Surely, any party that wants the iOS device unlocked would, after unlocking it the first time with the fingerprint, set the automatic lock feature to Never, and keep it plugged it or otherwise charged. Only if the device locks unexpectedly, would a Touch ID scan be required.
In that case, why eight hours? I’m still puzzling it out. It might have a relationship to how intelligence services and police work that’s outside my ken.

Touch ID is convenient and lets you choose a longer, harder-to-crack passcode. But it also adds a layer of legal vulnerability.
In the U.S., we know a court can and will compel a Touch ID unlock by someone charged in a crime or convicted of it. The ability to require a password is more problematic, but someone can withhold a password, while with force they can’t withhold a fingerprint.
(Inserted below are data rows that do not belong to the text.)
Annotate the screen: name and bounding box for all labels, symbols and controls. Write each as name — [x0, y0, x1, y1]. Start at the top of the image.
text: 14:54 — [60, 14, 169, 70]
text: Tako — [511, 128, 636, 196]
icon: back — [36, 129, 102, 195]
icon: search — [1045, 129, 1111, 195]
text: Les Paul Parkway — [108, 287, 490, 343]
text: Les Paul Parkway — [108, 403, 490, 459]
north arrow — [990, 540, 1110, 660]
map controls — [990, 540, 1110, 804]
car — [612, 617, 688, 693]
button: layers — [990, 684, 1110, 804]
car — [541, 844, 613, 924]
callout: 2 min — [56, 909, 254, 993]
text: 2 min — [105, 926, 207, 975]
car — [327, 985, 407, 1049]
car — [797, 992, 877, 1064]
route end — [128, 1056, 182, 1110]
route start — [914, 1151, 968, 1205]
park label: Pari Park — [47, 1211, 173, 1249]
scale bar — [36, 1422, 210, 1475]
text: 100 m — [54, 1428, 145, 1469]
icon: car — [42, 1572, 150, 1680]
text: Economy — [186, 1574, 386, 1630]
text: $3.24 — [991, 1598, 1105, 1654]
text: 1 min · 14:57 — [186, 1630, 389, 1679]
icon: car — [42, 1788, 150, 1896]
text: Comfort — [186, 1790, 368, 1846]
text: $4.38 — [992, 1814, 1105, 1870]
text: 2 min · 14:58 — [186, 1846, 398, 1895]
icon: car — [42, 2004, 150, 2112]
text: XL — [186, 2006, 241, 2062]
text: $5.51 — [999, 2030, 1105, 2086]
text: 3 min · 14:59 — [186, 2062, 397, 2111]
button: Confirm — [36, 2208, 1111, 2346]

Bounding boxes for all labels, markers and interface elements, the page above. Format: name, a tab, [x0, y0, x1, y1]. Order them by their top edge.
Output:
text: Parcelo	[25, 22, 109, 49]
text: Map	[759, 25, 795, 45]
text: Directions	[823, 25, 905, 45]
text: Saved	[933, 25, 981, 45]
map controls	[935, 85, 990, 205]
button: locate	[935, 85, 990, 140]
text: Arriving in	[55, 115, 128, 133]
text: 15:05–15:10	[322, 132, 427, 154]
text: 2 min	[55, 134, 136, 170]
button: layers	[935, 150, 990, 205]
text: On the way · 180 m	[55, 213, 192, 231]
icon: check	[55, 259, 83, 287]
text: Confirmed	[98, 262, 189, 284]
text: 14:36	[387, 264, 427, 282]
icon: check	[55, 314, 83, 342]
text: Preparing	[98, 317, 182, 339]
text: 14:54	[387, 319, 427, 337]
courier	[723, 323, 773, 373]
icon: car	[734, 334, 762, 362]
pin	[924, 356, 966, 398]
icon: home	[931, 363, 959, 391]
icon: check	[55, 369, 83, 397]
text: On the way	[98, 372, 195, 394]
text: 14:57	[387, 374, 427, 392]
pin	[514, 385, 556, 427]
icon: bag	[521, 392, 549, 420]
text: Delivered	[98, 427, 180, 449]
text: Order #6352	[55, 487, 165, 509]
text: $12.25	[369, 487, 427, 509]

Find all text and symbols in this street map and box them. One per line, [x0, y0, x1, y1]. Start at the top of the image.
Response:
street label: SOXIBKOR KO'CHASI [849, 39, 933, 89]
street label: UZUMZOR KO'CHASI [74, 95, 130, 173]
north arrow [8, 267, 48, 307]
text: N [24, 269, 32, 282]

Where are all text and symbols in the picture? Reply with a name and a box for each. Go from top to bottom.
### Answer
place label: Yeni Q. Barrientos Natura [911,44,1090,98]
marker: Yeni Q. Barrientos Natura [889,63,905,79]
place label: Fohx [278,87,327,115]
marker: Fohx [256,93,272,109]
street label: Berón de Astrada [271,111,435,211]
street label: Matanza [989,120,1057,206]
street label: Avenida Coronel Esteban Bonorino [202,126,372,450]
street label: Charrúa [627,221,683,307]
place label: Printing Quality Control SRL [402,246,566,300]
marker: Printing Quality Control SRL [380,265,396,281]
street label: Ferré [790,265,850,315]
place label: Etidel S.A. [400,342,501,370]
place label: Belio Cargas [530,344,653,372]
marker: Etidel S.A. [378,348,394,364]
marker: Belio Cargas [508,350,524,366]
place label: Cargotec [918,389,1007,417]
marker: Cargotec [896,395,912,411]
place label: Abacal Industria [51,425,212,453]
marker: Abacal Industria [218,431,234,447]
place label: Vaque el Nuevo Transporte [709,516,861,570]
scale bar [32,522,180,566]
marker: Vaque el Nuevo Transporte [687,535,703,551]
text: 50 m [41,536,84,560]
I spoke to Geoffrey King, the technology program coordinator at the Committee to Protect Journalists, a group devoted to reducing the danger to reporters worldwide and publicizing jailed and missing writers. Journalists and activists often receive the brunt of a government’s worst behavior in the interests in shutting them up and shutting them down. “We protect the people who anger everybody else,” King noted.
He couldn’t sort out the new eight-hour limitation, but he noted that any incremental, default change that improves the overall security of someone’s personal data is a positive. “Although it’s hard to quantify, this is likely to have an impact on journalists’ safety and we welcome this move,” he said.
King notes that in parts of the world, a reporter may be picked up by authorities and be asked to unlock their device. “It might be a polite request, but it’s a polite request backed up by the imminent threat of brutality,” he said. In those cases, it’s unclear whether a lockout would help, as someone may be subject to the same risk when they don’t provide a passcode that can be typed in.
It could be simpler
It’s possible I’m overthinking this. One reader suggested that the timeouts could simply be Apple’s way of ensuring people don’t forget their password. After 48 hours without unlocking a phone or six days without using a passcode, jogging someone’s memory ostensibly reduces the likelihood they forget their code. Apple can’t retrieve a forgotten passcode, and this might increase customer satisfaction.

Maybe having you enter your password periodically is a little extra protection against forgetting your password completely—and potentially disabling your phone in the process.
But if that’s the case, I’d suspect Apple would have been happy to provide that as the main or sole reason as part of their newer openness in describing security measures. (This timeout is also a good way to find out which people you know routinely sleep less than eight hours a night and use their device right before they go to sleep and immediately on waking.)
It would be great to live in a world in which that innocent explanation is the whole story. But I can’t help feeling there’s a deeper reason beneath it.